Regroup records after data mapper

jbeal84 · December 15, 2021, 11:13am

Is it possible to re-group documents after a data mapper in a script rather than having to output sorted then read back in?

Basically I have a PDF coming in where I am splitting into documents, I then need to merge documents for the same address together. So I’ve got a data mapper then a metadata sorter on the address but how can I regroup?

Marten · December 16, 2021, 10:16am

Hi @jbeal84,

Have you already consider the option of grouping documents on Document Set level based on the value of the record field “Address” and to split the documents on Document Set level?

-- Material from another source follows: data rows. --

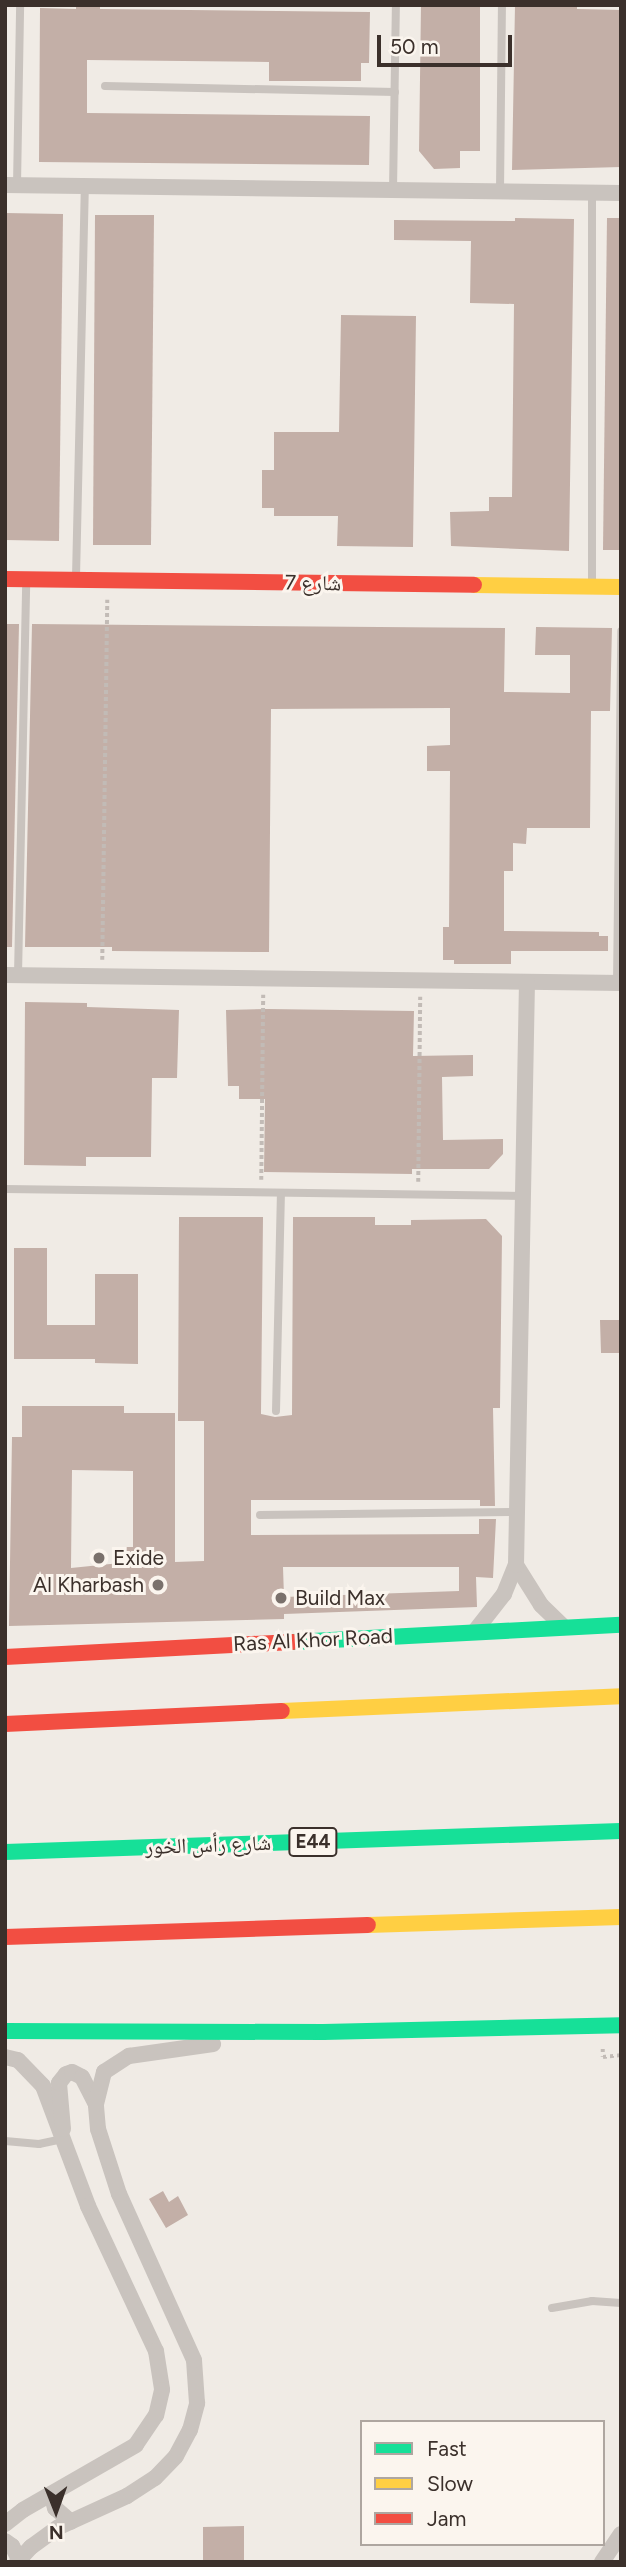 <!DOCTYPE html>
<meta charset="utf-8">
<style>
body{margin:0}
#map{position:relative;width:626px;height:2567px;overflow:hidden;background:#f0ebe5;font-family:Figtree,"Noto Naskh Arabic",sans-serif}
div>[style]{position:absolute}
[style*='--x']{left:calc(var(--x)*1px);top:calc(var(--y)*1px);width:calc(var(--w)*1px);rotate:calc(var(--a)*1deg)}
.building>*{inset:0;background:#c3afa7}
.path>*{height:3.5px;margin-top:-1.75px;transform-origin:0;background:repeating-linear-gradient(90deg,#c2bbb6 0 3.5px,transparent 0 7px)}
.lane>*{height:8px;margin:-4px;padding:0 4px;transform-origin:4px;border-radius:4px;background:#c9c3be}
.street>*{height:16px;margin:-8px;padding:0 8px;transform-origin:8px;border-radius:8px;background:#c9c3be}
.fast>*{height:16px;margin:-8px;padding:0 8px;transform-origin:8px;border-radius:8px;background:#16e098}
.slow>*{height:16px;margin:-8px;padding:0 8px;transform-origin:8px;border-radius:8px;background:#ffcf43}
.jam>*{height:16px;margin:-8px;padding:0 8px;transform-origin:8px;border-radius:8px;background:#f24e42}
.dots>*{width:19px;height:19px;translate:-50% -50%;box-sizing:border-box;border:4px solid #fbf5ee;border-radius:50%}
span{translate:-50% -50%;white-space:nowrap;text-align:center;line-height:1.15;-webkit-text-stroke:6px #fbf5ee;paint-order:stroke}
.shield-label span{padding:2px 5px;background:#fbf5ee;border:2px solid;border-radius:5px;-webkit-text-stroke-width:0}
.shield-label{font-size:19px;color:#3b302b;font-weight:700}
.street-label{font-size:21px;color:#3b302b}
.poi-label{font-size:21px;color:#3b302b}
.left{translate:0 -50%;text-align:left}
.right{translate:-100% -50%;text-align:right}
.frame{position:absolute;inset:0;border:7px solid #3b302b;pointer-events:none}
.legend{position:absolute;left:360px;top:2420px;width:245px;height:126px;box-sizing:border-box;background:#fbf5ee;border:2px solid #aea6a0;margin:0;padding:9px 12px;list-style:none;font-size:21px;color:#3b302b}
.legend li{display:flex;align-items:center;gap:14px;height:35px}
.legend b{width:35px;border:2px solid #aea6a0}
.north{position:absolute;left:21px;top:2476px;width:70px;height:70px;-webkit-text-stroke:5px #fbf5ee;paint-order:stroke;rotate:179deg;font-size:19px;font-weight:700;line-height:28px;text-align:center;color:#3b302b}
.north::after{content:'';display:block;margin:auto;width:24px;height:32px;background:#3b302b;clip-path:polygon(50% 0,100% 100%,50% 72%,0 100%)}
.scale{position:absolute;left:377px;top:35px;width:135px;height:32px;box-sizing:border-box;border:4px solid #3b302b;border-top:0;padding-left:9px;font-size:21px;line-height:24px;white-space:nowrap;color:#3b302b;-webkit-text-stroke:5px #fbf5ee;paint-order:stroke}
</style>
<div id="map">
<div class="building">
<i style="clip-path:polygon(76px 5px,100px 5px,100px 9px,370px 12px,369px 63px,361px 63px,361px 81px,269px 81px,269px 62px,87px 60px,87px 113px,370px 116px,369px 165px,39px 162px,40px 8px,76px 9px)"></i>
<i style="clip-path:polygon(421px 5px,480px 5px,480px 151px,460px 151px,460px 168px,434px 169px,419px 151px)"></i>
<i style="clip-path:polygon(515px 5px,577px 5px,577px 9px,621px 10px,621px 167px,512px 170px)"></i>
<i style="clip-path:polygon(5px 213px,63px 214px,59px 541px,5px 540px)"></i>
<i style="clip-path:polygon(95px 215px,154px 215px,151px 545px,93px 545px)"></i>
<i style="clip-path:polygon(515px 218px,574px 219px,569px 551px,451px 546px,450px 512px,489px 511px,489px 497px,512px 497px,514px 304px,470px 303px,471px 241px,394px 240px,394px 220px,515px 221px)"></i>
<i style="clip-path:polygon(607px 218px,621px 218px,621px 550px,603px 550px)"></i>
<i style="clip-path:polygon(341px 315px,416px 316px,413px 547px,337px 546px,338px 516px,274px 516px,274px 508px,262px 508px,262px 470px,274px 470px,274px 432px,339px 432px)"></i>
<i style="clip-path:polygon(5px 624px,19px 624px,12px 947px,5px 947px)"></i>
<i style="clip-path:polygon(32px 624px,505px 628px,504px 692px,570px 693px,570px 655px,535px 655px,536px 627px,612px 628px,610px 711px,591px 711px,590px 828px,527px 828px,526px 844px,513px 843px,513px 871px,504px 871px,504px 931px,599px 932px,599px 936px,608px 936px,608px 951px,511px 951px,511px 964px,454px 964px,454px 960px,443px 960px,443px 927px,449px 927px,450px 771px,427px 771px,427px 746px,450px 745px,450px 708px,271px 709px,269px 952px,112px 951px,112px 947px,25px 947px)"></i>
<i style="clip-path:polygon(25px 1002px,87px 1003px,87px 1007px,179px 1010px,177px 1078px,152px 1078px,151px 1157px,86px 1157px,86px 1166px,24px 1165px)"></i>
<i style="clip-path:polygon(267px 1009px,414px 1011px,413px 1056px,473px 1055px,473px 1076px,442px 1077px,443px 1140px,503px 1139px,503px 1154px,489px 1169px,412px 1169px,412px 1174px,264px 1172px,265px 1099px,239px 1099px,239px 1086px,228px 1086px,226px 1010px)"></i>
<i style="clip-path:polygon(evenodd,179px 1217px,263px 1217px,261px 1414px,275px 1417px,292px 1415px,293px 1217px,375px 1217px,375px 1225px,411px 1225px,411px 1220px,486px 1219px,502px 1236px,500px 1408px,493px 1408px,495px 1506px,480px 1506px,480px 1500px,251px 1500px,251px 1535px,479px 1534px,479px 1519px,496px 1519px,493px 1578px,476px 1577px,477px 1607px,284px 1614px,284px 1619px,9px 1626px,12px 1437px,22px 1437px,22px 1406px,124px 1406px,124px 1413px,175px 1413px,175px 1562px,204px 1561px,204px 1421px,178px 1421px,179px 1217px,72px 1470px,133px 1471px,133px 1547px,120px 1547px,120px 1563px,71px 1568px,72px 1470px,179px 1217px,283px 1567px,459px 1567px,459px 1591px,284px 1597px,283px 1567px)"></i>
<i style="clip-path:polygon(14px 1248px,47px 1248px,47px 1325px,95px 1325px,95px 1274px,138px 1274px,138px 1364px,95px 1363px,95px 1359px,14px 1359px)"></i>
<i style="clip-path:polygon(600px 1320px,621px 1320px,621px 1353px,601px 1353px)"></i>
<i style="clip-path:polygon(163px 2191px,169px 2202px,178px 2196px,188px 2215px,166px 2228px,149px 2199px)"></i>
<i style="clip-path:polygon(244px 2526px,244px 2562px,203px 2562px,203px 2527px)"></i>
</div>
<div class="path">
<i style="--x:102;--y:960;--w:360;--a:-89.2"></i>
<i style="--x:261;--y:1180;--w:185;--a:-89.4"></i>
<i style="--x:418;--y:1182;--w:185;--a:-89.4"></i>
<i style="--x:603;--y:2049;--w:8;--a:90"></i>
<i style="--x:603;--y:2057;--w:18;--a:-6"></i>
</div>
<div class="lane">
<i style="--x:105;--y:86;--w:290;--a:1.2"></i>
<i style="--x:17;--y:185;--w:180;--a:-89"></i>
<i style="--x:393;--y:190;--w:185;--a:-89.1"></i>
<i style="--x:500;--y:191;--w:186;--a:-89.4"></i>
<i style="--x:76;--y:577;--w:391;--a:-88.7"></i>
<i style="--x:592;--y:585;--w:392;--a:-90"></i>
<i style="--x:18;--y:975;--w:392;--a:-88.8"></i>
<i style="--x:617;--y:983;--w:352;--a:-89.3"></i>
<i style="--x:5;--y:1189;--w:520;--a:0.77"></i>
<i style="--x:276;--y:1411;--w:218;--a:-88.7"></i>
<i style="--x:260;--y:1515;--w:257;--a:-0.7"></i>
<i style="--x:5;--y:2141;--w:34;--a:5"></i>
<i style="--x:39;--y:2144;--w:24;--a:-12"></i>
<i style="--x:552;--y:2308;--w:41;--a:-9.9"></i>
<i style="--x:592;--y:2301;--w:29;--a:4"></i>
</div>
<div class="street">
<i style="--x:5;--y:185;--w:616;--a:0.74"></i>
<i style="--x:5;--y:975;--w:616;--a:0.74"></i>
<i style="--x:516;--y:1565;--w:47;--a:58"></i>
<i style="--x:541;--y:1605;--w:32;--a:44"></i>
<i style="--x:475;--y:1631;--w:47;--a:-51.9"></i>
<i style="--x:504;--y:1594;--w:31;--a:-68"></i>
<i style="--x:516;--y:1565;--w:583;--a:-88.92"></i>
<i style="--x:5;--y:2057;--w:13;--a:13"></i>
<i style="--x:18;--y:2060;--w:36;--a:46"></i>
<i style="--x:43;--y:2086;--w:128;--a:69.4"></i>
<i style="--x:88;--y:2206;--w:160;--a:64.9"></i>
<i style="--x:156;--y:2351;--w:39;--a:81"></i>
<i style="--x:162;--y:2390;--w:26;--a:103"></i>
<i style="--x:156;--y:2415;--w:36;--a:124"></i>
<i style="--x:136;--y:2445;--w:130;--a:150.1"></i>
<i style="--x:23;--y:2510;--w:23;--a:142"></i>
<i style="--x:63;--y:2129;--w:46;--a:-95"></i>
<i style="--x:59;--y:2083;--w:11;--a:-52"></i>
<i style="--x:66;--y:2074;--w:6;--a:-18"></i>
<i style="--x:72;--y:2072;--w:11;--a:27"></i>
<i style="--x:82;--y:2077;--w:30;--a:63"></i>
<i style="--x:51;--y:2494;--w:15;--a:74"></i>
<i style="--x:55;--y:2508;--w:21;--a:41"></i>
<i style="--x:5;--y:2541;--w:9;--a:36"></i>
<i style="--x:12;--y:2546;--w:15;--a:62"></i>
<i style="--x:17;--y:2562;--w:21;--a:-47"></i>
<i style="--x:31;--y:2547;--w:34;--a:-36"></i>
<i style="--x:59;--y:2527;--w:75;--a:-24.5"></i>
<i style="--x:127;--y:2496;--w:33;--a:-33"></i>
<i style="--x:155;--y:2478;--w:30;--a:-46"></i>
<i style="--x:176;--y:2456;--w:30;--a:-62"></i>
<i style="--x:190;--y:2430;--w:28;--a:-75"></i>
<i style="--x:197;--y:2403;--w:43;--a:-94"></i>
<i style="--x:194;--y:2360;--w:182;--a:-114.3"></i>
<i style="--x:119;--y:2194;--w:68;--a:-107.9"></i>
<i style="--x:98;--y:2129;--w:25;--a:-95"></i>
<i style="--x:96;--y:2104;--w:33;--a:-76"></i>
<i style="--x:104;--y:2072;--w:30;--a:-33"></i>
<i style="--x:129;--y:2056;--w:85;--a:-8.1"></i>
<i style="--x:602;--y:2562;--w:34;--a:-56"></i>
</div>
<div class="fast">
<i style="--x:293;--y:1642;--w:328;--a:-3"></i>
<i style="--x:5;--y:1852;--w:616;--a:-1.95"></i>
<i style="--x:5;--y:2031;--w:318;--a:0.2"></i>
<i style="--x:323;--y:2032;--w:298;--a:-1.3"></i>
</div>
<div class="slow">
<i style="--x:474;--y:585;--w:147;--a:0.8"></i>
<i style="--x:282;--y:1711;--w:339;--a:-2.5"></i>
<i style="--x:368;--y:1925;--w:253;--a:-1.8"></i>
</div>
<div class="jam">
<i style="--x:5;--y:579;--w:469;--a:0.7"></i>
<i style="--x:5;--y:1657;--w:288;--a:-3"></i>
<i style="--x:5;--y:1724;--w:277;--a:-2.7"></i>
<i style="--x:5;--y:1937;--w:363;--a:-1.9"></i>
</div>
<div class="dots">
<i style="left:99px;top:1558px;background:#7a716c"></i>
<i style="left:158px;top:1585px;background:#7a716c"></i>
<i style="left:281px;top:1598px;background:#7a716c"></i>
</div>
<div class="shield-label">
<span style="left:313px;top:1842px">E44</span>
</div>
<div class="street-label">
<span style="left:313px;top:583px;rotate:1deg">شارع 7</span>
<span style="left:313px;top:1640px;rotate:-3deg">Ras Al Khor Road</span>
<span style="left:208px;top:1845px;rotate:-2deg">شارع رأس الخور</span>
</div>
<div class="poi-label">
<span class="left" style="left:113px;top:1558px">Exide</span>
<span class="right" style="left:144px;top:1585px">Al Kharbash</span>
<span class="left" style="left:295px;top:1598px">Build Max</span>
</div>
<div class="frame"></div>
<ul class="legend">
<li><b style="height:9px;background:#16e098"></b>Fast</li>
<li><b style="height:9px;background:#ffcf43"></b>Slow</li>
<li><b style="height:9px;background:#f24e42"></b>Jam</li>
</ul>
<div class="north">N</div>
<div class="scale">50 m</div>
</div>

In that case you have to apply, among others, the following settings:

Job Preset:

“Use grouping” option checked in the Configuration Selection window
The record field “Address” moved from the Available Fields to the Selected Fields overview inside the Document Set Grouping Fields tab of the Grouping Options window

You can create a Job Preset via: Connect Designer > File > Print Presets > Job Creation Settings…

Output Preset:

“Separation” option checked in the Print Options window
Separation option “Document Set” selected (dropdown menu) in the Separation Options window

You can create a Output Preset via: Connect Designer > File > Print Presets > Output Creation Settings…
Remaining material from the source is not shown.